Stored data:
- Opening Delimiter -
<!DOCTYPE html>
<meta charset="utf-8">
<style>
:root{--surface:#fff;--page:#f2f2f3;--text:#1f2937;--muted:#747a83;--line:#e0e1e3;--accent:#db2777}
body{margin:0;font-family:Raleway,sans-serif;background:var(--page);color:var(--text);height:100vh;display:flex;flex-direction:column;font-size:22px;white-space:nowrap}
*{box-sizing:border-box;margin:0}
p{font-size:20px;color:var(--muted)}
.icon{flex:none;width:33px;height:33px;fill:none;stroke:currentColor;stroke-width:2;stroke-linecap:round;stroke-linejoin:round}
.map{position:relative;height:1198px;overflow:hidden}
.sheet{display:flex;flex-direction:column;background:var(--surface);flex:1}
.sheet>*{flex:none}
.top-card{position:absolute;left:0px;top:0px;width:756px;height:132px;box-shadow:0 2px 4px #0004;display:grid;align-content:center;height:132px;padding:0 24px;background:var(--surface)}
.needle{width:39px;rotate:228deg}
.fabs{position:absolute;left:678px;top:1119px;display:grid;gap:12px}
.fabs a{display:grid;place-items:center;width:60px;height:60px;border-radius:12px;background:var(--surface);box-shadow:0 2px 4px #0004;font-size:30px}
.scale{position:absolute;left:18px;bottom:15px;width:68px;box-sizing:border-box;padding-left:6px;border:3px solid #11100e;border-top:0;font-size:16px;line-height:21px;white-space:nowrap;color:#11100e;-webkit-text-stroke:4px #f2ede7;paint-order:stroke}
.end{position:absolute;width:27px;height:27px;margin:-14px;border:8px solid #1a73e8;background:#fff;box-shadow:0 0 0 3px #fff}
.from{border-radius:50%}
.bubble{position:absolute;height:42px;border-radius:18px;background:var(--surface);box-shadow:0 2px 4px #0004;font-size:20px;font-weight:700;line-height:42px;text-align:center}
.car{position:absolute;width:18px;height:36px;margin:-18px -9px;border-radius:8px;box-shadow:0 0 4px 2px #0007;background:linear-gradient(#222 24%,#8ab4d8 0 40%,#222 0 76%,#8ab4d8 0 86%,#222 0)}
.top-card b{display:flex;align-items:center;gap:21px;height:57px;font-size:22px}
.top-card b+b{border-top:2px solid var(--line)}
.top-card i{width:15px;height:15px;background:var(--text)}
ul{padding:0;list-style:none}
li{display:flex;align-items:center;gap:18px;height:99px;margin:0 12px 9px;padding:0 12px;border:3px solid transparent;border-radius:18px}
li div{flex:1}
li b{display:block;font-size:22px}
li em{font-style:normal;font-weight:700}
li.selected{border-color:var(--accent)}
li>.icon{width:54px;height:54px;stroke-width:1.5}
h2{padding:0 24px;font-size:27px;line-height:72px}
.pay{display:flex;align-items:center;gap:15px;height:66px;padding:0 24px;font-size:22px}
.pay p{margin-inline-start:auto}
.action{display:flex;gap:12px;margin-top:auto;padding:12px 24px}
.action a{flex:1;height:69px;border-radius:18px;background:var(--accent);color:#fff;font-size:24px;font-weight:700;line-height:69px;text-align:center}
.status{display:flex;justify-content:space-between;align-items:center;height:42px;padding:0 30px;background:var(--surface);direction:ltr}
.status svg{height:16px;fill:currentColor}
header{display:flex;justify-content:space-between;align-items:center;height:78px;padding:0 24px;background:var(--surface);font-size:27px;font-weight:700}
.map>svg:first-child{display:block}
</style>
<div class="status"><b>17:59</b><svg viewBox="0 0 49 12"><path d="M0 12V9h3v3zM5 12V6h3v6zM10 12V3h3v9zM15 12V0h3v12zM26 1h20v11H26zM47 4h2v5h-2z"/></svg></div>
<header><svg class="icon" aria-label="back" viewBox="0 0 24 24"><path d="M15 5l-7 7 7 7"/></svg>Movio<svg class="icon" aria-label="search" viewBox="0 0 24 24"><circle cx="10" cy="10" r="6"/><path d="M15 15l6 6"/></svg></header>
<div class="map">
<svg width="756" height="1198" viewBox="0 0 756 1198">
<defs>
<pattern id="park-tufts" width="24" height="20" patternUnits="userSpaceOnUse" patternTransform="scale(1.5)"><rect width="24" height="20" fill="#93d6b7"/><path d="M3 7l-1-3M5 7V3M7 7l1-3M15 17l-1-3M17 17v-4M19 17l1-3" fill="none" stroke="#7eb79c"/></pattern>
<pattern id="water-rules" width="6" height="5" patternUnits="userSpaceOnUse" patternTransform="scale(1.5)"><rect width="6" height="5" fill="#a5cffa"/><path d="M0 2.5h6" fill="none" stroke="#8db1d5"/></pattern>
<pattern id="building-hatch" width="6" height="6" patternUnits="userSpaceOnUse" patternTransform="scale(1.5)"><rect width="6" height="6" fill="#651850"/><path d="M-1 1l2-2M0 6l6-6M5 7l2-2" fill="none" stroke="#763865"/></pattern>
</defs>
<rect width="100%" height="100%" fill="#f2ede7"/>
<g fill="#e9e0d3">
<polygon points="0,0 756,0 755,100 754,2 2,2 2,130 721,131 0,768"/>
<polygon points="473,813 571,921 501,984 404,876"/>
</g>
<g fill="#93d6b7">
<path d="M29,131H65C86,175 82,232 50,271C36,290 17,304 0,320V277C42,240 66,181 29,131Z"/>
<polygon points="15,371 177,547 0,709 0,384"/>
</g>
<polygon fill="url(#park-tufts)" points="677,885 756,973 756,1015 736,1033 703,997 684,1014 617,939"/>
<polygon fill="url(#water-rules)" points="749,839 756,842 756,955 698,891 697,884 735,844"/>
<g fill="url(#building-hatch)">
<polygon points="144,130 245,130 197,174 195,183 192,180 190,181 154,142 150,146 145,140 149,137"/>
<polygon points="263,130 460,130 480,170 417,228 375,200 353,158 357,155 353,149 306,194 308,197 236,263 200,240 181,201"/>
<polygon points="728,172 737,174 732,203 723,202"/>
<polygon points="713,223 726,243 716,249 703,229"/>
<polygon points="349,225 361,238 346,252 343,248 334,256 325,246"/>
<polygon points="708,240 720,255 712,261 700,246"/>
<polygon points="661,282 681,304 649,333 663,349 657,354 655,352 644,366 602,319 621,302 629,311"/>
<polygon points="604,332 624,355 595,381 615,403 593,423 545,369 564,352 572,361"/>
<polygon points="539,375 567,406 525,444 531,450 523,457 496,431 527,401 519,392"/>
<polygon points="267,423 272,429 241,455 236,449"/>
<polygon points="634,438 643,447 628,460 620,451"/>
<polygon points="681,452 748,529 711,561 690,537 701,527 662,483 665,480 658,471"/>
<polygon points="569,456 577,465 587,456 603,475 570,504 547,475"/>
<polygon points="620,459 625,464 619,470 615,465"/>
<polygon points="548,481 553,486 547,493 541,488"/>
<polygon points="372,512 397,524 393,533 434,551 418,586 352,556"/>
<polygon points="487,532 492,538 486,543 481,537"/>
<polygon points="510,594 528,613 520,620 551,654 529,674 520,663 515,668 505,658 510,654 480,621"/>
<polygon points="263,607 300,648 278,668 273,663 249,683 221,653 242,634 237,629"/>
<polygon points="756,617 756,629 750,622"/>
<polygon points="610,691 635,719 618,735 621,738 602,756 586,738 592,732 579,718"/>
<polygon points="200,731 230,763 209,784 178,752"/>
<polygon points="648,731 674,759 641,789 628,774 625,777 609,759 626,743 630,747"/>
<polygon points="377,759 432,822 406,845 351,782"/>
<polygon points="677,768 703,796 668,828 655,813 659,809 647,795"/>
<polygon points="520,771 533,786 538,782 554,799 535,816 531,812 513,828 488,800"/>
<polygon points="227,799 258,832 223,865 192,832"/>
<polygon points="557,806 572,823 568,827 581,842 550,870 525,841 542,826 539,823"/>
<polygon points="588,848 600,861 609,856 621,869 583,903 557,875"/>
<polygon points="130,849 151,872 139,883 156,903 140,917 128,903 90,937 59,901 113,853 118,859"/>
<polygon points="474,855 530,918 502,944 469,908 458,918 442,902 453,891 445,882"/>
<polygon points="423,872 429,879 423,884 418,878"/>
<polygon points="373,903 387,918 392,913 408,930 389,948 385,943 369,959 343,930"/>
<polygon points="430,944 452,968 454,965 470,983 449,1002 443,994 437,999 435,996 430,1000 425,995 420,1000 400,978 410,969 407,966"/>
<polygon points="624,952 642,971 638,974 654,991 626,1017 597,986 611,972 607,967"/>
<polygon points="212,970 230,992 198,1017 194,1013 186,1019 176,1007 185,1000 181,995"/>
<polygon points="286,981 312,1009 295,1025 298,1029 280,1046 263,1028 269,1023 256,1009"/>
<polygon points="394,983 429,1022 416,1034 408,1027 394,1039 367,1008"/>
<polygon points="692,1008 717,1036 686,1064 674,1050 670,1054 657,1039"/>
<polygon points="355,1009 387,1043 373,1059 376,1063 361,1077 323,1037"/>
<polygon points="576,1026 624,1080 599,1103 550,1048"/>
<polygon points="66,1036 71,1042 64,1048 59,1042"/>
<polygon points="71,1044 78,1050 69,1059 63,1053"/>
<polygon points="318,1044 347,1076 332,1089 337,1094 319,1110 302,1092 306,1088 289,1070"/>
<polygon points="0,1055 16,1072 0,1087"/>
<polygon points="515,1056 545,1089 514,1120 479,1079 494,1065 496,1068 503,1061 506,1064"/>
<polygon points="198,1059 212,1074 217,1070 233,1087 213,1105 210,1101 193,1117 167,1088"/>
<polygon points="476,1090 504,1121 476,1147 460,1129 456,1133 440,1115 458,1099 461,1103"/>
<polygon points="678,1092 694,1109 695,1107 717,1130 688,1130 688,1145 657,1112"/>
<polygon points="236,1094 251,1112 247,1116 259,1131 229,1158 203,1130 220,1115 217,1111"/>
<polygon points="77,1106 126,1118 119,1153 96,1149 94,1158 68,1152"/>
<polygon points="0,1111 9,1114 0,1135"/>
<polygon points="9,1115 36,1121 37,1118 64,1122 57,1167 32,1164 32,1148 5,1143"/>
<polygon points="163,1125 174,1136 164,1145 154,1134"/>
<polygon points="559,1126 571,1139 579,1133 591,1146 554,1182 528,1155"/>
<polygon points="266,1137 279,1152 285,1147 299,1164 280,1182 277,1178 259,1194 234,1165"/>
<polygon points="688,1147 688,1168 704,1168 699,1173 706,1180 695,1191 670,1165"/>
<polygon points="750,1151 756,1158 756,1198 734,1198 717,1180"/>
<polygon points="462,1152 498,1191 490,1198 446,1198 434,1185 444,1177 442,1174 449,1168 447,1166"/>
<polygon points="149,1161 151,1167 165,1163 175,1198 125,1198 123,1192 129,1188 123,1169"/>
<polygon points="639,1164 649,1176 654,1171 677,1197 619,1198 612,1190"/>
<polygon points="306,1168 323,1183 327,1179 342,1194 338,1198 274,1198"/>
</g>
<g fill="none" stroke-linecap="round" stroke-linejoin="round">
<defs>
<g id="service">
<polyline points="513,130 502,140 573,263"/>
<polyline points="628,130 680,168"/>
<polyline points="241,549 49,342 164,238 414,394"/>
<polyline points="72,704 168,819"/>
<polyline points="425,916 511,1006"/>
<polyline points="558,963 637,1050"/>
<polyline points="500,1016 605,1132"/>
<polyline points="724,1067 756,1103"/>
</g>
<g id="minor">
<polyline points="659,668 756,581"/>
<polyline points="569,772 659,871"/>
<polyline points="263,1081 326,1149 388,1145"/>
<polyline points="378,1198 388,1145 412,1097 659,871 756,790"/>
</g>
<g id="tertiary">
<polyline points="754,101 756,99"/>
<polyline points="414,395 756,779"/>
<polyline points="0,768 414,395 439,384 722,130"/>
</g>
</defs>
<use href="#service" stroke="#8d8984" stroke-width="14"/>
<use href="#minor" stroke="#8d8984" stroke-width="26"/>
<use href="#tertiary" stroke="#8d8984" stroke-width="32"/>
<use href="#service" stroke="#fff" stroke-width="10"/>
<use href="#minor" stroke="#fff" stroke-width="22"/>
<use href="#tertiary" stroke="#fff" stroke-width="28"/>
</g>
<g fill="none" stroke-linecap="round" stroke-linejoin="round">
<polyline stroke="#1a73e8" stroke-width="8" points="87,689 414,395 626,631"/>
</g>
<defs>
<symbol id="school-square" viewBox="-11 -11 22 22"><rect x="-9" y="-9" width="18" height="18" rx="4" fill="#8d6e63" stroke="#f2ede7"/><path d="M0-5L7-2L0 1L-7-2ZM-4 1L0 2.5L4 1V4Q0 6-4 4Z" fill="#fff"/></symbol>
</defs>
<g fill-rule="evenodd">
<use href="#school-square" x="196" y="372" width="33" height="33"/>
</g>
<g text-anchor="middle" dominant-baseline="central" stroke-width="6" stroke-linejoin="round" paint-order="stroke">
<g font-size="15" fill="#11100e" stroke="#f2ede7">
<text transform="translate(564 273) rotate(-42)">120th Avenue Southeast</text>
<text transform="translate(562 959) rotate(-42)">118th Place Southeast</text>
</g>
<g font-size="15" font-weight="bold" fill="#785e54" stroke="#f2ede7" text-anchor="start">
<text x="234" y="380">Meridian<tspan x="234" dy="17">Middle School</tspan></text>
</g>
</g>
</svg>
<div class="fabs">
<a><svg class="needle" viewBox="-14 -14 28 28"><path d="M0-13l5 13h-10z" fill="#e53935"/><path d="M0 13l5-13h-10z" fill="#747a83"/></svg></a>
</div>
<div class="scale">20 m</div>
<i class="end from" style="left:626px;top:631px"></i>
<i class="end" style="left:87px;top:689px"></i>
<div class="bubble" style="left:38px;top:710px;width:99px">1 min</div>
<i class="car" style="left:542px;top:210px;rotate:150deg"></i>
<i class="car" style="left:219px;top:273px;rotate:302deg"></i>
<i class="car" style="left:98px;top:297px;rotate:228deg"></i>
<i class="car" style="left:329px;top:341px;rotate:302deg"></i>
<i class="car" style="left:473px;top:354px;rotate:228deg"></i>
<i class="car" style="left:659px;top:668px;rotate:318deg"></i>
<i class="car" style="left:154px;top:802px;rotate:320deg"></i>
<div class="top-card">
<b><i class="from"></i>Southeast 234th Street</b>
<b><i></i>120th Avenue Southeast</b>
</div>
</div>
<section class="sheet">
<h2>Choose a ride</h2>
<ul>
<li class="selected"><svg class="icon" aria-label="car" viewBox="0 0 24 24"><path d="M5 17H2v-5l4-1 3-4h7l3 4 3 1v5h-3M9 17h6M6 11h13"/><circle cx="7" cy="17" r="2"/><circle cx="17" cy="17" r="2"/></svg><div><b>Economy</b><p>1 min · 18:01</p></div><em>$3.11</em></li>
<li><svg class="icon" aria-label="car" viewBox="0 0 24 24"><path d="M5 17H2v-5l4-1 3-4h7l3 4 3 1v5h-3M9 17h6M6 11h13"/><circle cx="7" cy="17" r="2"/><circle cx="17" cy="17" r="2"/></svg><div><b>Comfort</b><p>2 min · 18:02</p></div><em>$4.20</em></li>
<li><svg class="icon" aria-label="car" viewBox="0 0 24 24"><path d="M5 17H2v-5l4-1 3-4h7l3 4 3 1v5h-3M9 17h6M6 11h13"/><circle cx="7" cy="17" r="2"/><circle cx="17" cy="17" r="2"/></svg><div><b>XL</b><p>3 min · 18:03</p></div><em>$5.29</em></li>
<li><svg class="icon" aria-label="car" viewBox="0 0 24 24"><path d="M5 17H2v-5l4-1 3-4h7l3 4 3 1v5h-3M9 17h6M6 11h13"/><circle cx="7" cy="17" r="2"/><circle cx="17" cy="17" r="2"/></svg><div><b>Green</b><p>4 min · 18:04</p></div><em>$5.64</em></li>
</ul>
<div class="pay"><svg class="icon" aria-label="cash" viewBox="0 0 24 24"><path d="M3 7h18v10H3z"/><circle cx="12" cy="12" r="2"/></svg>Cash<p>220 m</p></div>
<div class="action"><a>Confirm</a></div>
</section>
- Closing Delimiter -
Please reply with an exact copy of the lines above, starting at the first and ending at the line that holds "-9px;border-radius:8px;box-shadow:0 0 4px".

<!DOCTYPE html>
<meta charset="utf-8">
<style>
:root{--surface:#fff;--page:#f2f2f3;--text:#1f2937;--muted:#747a83;--line:#e0e1e3;--accent:#db2777}
body{margin:0;font-family:Raleway,sans-serif;background:var(--page);color:var(--text);height:100vh;display:flex;flex-direction:column;font-size:22px;white-space:nowrap}
*{box-sizing:border-box;margin:0}
p{font-size:20px;color:var(--muted)}
.icon{flex:none;width:33px;height:33px;fill:none;stroke:currentColor;stroke-width:2;stroke-linecap:round;stroke-linejoin:round}
.map{position:relative;height:1198px;overflow:hidden}
.sheet{display:flex;flex-direction:column;background:var(--surface);flex:1}
.sheet>*{flex:none}
.top-card{position:absolute;left:0px;top:0px;width:756px;height:132px;box-shadow:0 2px 4px #0004;display:grid;align-content:center;height:132px;padding:0 24px;background:var(--surface)}
.needle{width:39px;rotate:228deg}
.fabs{position:absolute;left:678px;top:1119px;display:grid;gap:12px}
.fabs a{display:grid;place-items:center;width:60px;height:60px;border-radius:12px;background:var(--surface);box-shadow:0 2px 4px #0004;font-size:30px}
.scale{position:absolute;left:18px;bottom:15px;width:68px;box-sizing:border-box;padding-left:6px;border:3px solid #11100e;border-top:0;font-size:16px;line-height:21px;white-space:nowrap;color:#11100e;-webkit-text-stroke:4px #f2ede7;paint-order:stroke}
.end{position:absolute;width:27px;height:27px;margin:-14px;border:8px solid #1a73e8;background:#fff;box-shadow:0 0 0 3px #fff}
.from{border-radius:50%}
.bubble{position:absolute;height:42px;border-radius:18px;background:var(--surface);box-shadow:0 2px 4px #0004;font-size:20px;font-weight:700;line-height:42px;text-align:center}
.car{position:absolute;width:18px;height:36px;margin:-18px -9px;border-radius:8px;box-shadow:0 0 4px 2px #0007;background:linear-gradient(#222 24%,#8ab4d8 0 40%,#222 0 76%,#8ab4d8 0 86%,#222 0)}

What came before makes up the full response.